Autres médicaments antiallergiques
Selon vos symptômes, votre médecin peut prescrire :
- Corticoïdes nasaux : Très efficaces contre la rhinite allergique (béclométasone, fluticasone)
- Cromoglycate de sodium : En spray nasal ou collyre, action préventive
- Décongestionnants nasaux : À utiliser avec précaution et sur courte durée uniquement
Solutions non médicamenteuses
Pour compléter votre traitement :
- Lavages de nez au sérum physiologique plusieurs fois par jour
- Éviter l’exposition aux allergènes (fenêtres fermées en période de pollens, purificateurs d’air avec filtres HEPA)

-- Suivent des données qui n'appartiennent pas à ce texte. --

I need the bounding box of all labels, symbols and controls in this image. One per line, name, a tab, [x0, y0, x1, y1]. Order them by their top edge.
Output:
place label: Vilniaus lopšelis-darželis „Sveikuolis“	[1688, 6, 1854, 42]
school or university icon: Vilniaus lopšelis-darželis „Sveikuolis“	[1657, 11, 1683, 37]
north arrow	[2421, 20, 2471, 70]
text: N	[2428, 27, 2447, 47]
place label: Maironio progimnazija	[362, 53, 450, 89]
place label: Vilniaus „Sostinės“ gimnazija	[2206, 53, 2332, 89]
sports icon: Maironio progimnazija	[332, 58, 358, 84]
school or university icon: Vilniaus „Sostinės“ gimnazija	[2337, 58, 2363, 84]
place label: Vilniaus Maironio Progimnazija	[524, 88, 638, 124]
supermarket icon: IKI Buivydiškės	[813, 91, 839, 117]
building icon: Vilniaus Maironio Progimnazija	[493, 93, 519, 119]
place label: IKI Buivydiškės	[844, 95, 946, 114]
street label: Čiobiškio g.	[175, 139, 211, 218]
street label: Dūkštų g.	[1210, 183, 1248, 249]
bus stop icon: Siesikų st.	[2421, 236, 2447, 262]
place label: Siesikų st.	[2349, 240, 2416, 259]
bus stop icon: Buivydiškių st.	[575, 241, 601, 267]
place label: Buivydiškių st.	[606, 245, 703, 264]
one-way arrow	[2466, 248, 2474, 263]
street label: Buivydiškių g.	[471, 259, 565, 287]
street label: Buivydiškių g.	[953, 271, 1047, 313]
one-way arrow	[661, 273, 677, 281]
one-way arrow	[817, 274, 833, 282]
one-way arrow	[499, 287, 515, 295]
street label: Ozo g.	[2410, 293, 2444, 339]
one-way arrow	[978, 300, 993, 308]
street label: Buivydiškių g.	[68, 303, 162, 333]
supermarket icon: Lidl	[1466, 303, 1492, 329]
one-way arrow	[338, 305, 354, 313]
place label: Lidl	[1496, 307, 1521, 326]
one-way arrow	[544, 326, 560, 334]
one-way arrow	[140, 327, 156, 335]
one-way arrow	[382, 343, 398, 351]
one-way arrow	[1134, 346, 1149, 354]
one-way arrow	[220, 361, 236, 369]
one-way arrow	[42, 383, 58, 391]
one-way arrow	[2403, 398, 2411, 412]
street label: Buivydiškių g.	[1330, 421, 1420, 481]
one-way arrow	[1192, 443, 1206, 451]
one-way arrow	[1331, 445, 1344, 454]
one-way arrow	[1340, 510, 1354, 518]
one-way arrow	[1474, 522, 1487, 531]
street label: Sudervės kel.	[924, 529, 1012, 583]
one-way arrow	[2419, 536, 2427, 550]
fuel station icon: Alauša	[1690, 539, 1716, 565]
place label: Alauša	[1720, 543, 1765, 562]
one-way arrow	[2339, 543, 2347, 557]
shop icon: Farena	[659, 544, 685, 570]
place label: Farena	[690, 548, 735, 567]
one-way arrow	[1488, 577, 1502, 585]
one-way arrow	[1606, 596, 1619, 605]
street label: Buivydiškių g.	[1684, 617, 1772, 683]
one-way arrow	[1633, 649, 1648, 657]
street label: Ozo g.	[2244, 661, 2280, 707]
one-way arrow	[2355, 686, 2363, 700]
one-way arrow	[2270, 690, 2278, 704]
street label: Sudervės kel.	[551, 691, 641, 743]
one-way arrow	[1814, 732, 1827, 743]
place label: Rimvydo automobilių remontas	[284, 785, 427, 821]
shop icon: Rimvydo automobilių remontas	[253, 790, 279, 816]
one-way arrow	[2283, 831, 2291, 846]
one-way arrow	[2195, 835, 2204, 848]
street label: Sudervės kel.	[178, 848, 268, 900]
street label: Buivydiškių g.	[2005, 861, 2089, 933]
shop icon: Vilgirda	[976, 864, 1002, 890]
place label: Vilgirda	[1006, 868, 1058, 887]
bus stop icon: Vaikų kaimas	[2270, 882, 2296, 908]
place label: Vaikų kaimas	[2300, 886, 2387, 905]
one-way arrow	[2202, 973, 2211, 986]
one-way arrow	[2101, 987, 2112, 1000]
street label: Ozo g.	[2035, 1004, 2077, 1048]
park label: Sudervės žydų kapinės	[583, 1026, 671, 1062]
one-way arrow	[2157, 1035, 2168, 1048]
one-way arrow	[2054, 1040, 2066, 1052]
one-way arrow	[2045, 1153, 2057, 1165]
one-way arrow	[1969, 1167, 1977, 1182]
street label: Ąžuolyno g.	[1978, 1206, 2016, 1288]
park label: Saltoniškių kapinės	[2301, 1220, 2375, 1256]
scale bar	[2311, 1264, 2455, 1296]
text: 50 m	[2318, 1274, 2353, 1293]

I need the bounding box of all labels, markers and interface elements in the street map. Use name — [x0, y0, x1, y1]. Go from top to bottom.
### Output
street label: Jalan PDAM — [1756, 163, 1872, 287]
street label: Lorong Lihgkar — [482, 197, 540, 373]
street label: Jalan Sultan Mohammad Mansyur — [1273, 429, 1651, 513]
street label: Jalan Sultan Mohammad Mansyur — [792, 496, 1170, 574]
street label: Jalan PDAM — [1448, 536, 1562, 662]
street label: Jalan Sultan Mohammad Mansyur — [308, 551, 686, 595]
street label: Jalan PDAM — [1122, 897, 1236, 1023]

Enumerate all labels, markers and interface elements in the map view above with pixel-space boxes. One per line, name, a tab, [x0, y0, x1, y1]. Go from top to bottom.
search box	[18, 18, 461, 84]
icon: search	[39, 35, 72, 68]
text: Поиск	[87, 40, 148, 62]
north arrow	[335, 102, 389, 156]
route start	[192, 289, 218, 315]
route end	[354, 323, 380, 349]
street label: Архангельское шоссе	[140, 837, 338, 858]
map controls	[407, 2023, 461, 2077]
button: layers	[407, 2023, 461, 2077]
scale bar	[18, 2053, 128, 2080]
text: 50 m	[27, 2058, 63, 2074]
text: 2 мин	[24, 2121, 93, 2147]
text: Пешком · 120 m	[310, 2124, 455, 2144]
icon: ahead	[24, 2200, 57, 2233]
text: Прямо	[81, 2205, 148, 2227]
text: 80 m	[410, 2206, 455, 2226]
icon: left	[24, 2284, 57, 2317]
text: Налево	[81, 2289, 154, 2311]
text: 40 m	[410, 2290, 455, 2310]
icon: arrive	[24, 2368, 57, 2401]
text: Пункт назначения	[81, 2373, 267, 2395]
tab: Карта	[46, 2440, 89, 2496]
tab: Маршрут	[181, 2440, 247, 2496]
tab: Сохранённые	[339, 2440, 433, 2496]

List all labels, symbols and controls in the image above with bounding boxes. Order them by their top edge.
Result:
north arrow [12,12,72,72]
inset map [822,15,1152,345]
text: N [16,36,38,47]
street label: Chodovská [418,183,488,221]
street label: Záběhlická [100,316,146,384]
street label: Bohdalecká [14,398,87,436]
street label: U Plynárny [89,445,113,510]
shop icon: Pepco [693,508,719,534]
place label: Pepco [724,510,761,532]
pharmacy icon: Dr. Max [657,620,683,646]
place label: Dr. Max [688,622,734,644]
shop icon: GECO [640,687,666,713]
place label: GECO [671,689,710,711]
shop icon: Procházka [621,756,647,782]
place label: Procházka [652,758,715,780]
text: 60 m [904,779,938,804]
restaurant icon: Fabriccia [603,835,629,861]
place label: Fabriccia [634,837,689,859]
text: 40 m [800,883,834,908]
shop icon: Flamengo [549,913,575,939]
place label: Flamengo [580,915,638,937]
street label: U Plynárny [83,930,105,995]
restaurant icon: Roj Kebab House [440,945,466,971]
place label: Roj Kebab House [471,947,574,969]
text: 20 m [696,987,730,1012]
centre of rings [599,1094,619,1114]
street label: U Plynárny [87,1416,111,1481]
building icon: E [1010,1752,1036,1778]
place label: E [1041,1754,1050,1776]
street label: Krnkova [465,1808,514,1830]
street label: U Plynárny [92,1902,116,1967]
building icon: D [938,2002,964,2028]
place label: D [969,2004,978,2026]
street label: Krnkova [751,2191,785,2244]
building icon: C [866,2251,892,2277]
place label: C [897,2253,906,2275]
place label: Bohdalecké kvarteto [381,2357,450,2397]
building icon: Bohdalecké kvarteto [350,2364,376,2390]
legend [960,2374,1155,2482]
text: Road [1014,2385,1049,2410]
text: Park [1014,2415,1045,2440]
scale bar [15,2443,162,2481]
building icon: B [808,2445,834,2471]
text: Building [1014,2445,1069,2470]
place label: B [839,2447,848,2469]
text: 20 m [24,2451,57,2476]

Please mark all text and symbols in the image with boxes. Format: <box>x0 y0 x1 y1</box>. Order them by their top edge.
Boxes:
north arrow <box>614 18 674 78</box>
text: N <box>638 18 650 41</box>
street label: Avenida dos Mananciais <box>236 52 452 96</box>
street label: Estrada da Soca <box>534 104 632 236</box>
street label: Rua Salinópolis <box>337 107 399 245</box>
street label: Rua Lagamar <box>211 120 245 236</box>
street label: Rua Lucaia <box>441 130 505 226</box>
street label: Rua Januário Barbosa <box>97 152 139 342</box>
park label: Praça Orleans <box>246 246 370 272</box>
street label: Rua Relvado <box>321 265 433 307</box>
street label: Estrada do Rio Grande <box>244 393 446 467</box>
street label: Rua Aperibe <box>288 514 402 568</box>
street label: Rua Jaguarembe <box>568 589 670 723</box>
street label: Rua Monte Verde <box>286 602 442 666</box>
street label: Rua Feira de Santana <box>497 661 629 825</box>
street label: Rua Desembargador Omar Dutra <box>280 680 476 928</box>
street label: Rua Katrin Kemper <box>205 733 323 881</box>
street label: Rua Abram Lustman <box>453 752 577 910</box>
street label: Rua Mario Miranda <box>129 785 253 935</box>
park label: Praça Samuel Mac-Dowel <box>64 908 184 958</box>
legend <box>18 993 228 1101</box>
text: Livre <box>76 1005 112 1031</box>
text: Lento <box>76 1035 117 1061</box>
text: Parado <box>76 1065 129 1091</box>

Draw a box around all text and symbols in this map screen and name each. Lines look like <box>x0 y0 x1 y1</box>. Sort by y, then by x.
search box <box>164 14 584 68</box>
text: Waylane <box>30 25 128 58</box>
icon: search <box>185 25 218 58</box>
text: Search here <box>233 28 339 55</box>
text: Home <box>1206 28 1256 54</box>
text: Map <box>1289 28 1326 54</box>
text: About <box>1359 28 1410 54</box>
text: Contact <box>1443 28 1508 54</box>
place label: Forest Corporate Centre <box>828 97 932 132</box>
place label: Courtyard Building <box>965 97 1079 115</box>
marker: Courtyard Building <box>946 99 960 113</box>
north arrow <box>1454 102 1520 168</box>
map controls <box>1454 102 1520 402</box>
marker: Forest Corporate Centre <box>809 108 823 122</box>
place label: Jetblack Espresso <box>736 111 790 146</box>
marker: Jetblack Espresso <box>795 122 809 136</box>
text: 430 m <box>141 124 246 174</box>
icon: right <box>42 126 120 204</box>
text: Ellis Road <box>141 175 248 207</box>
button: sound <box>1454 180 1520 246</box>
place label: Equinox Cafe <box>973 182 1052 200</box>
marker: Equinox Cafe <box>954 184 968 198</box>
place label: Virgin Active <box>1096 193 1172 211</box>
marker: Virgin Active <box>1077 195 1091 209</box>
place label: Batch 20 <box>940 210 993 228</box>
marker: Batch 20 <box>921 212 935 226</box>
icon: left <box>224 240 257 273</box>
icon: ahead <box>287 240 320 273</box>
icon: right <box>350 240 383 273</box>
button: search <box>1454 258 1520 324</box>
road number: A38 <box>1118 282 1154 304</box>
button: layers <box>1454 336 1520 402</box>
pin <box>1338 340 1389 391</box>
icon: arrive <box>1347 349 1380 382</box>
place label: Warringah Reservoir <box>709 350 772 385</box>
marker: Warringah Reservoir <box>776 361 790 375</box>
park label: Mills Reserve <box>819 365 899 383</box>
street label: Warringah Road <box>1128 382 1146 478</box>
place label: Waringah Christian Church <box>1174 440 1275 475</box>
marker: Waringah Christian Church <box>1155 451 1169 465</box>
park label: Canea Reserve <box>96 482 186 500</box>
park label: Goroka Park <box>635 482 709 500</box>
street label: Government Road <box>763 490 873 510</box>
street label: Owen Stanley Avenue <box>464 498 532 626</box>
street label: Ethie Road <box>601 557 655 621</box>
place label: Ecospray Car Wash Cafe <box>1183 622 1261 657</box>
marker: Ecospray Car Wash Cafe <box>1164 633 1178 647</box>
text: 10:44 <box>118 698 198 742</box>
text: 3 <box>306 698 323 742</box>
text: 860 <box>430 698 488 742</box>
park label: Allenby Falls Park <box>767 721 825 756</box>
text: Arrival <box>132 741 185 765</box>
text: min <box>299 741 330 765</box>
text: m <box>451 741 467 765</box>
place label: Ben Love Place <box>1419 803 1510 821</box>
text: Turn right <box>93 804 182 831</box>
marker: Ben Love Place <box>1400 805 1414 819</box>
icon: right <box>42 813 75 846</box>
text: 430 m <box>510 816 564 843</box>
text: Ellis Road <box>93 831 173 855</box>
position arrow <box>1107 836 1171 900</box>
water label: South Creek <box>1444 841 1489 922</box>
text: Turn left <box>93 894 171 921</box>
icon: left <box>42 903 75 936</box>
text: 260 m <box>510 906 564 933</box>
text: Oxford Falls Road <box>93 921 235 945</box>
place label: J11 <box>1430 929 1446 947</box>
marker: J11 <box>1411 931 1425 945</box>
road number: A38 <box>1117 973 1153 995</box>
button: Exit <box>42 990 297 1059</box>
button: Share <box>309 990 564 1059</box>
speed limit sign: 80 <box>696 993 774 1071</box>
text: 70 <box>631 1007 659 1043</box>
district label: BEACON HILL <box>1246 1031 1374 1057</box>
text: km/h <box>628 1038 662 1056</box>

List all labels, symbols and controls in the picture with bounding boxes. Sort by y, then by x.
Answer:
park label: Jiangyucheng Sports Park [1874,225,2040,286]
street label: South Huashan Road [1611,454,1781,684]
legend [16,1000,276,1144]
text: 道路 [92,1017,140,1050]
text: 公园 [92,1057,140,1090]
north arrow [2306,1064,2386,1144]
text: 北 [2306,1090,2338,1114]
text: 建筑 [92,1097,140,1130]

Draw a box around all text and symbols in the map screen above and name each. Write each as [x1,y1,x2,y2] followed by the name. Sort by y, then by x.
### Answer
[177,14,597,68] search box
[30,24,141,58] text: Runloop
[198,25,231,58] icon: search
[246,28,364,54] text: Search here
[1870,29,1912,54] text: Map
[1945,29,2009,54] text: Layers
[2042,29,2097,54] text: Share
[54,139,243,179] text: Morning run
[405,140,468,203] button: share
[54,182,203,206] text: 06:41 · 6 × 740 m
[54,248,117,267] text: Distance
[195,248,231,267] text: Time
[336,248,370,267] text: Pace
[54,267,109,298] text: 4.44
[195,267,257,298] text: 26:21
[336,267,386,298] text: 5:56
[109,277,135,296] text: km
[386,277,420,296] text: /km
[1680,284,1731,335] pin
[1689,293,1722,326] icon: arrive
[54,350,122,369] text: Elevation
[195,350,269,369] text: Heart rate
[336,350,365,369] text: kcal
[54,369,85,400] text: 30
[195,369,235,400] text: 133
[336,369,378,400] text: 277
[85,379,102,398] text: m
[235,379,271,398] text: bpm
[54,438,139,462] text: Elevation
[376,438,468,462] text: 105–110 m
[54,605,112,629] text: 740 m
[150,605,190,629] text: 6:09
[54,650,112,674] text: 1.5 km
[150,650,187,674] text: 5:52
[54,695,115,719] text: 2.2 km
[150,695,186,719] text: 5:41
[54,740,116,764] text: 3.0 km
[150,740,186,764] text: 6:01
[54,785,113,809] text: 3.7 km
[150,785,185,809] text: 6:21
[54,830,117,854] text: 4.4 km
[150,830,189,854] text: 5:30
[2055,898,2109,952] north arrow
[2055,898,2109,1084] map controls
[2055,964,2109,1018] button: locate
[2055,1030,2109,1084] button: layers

- Laver vos cheveux le soir pour éliminer les pollens
- Porter des lunettes de soleil pour protéger vos yeux
Passez à l’action : optimisez votre prise en charge
Pour bénéficier d’un remboursement optimal de vos traitements antiallergiques et minimiser les risques :
- Consultez votre médecin traitant : Respectez le parcours de soins coordonné pour un remboursement à 70% au lieu de 30%
- Privilégiez les génériques : Même efficacité pour un coût réduit et un remboursement identique
- Vérifiez votre mutuelle : Assurez-vous qu’elle couvre bien les médicaments et les consultations spécialisées. Après 60 ans, une mutuelle senior avec de bonnes garanties pharmaceutiques est indispensable
- Optez pour la deuxième génération : Antihistaminiques mieux tolérés, surtout après 60 ans
- Tenez une liste à jour : Notez tous vos médicaments et montrez-la systématiquement à chaque professionnel de santé consulté
- Pharmacie unique : Centralisez vos ordonnances dans une seule pharmacie pour une meilleure surveillance des interactions
- Révisez régulièrement : Faites le point avec votre médecin sur la nécessité de poursuivre chaque traitement
Les antihistaminiques sont des médicaments efficaces et généralement sûrs lorsqu’ils sont utilisés correctement. En tant que senior, une vigilance accrue concernant les interactions médicamenteuses et les effets secondaires vous permettra de gérer vos allergies en toute sécurité. N’hésitez jamais à solliciter l’avis de votre médecin ou pharmacien, même pour un médicament disponible sans ordonnance : votre santé mérite toute votre attention.